This is day 10 of One CSV, 30 stories a series of articles exploring price paid data from the Land Registry found on GOV.UK. The code for this and the other articles is available as open source from GitHub
It’s been a few days since yesterday’s post in part because I’ve been away canal boating without much access to the Internet, but mostly because I spent the time I had literally off in the weeds. It seems I frittered what little time I had for this project exploring statistical techniques to try and make more sense of the prices.
A week away has also put me in something a reflective mood. Playing with statistics reminded me of my time as a University placement student working in an operational research team at ICI in the 1980s. I learnt a lot of things during that year sharing an office with an elderly statistician†, but above all else, how statistics is an art form in that art is required to use statistics to tell stories.
Something else I’ve carried with me came directly from my boss at the time, Mike Taylor. I really couldn’t have asked for a better sponsor for my “industrial training”, someone who really understood the value of using a multiplicity of tools, instilling into me the Marshall McLuhan insight how we shape tools which shape how we think. Mike set me loose on quite a few problems experienced by quite a variety of users, and encouraged to tackle each of them with a different programming language or environment, many of which no longer exist or have much of a footprint on the Web. But it was APL which really captured my imagination. Here’s a picture of Mike in front of his IBM XT, with its APL keyboard and printer:
Given my fond memories of this era building small systems in Prolog, Smalltalk, SAVOIR and SAS, and establishing a long love of APL, I’m rather surprised to be finding R heavy going, especially given how quick and easy it was to generate an interesting perspective on our prices:
prices <- read.csv("data/prices.tsv", sep="⋯") plot(prices[,1])
R is after all just yet another workspace environment with great matrix manipulation, so what’s not to like? Well whilst interactive environments are great for experimentation and a REPL is almost essential for learning a new programming language, my aesthetic is definitely for small pieces, loosely joined and it’s hard to fit workspaces into the Unix pipeline. It is, however possible to create R scripts using the following shebang:
#!/usr/bin/env r --slave -f
and whilst we can easily generate plots as images:
png("out/pricesmooth.png", width=640, height=480)
I’ve had little luck dealing with files from standard input even when using a filename of
/dev/stdin, though it is possible to generate images to standard output:
png("/dev/stdout", width=640, height=480)

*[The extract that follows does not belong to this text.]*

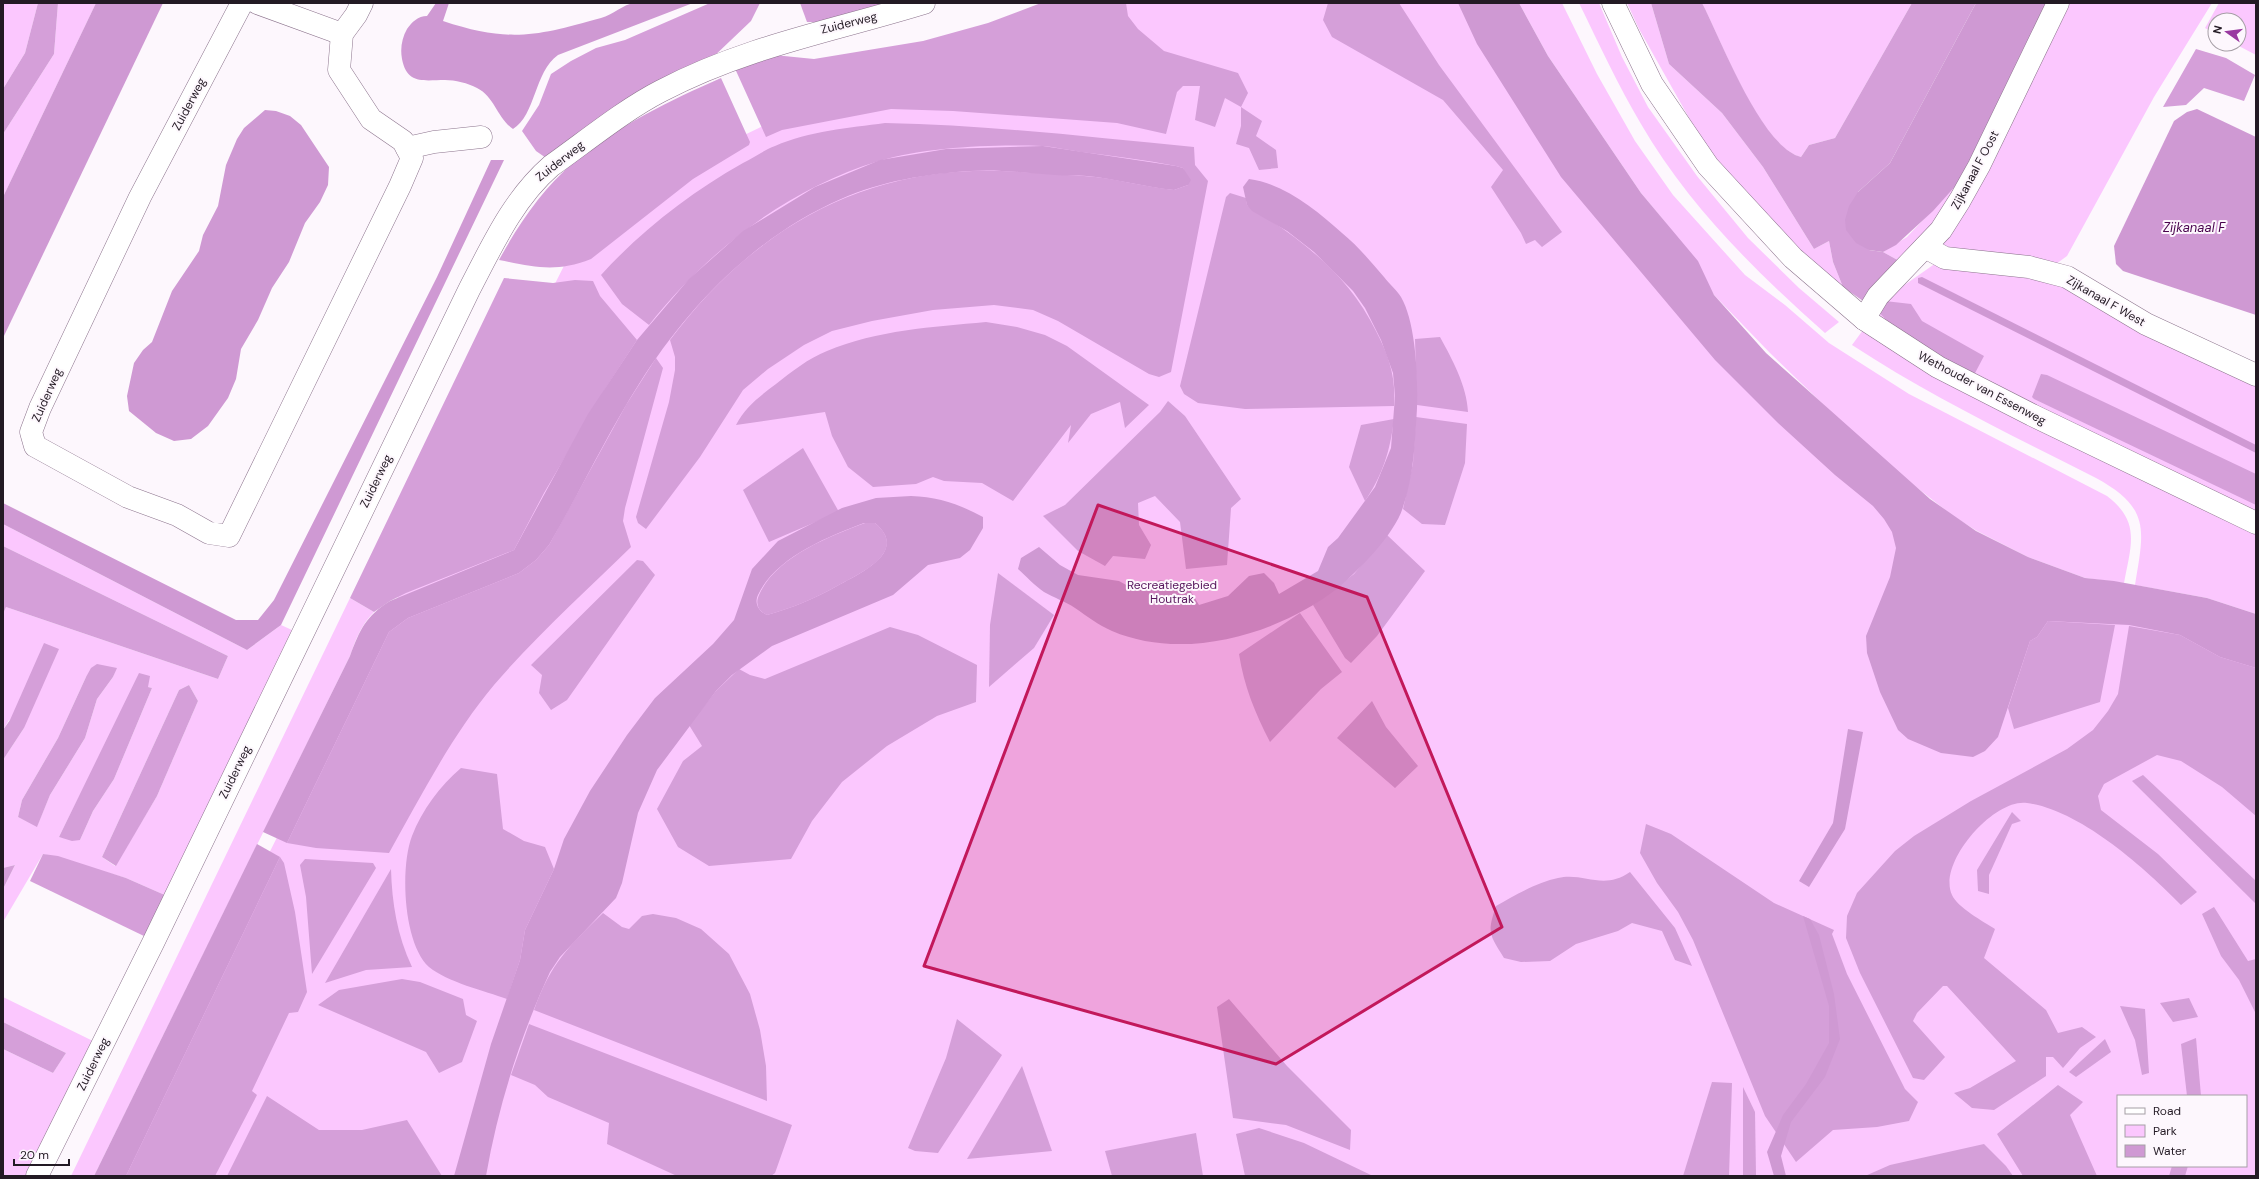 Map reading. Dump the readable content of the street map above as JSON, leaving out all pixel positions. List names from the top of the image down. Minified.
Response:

The R scatter plot is almost as fast to render as our original postscript version from Day 4:
Of course the reason to use a package like R is it provides code to analyse the data, such as fitting a Local regression curve:
scatter.smooth(prices[,1], prices[,2], degree=2, col="#C8C8C8", span=0.5)
Cropping the plot to figures below £600,000 makes that flat line a little more informative:
scatter.smooth(prices[,1], prices[,2], degree=2, col="#c8c8c8", span=0.5, ylim=c(0, 600000))
Basically this shows prices rising gradually with a steeper build up before 2009. I could spend time tomorrow improving this plot, but first I think I need to grab some of the low-hanging fruit to overcome my now 8 post deficit.
†I’m now bothered by that memory of her because my time spent with Pam was brilliant and I think I’m now close to her age when we shared an office.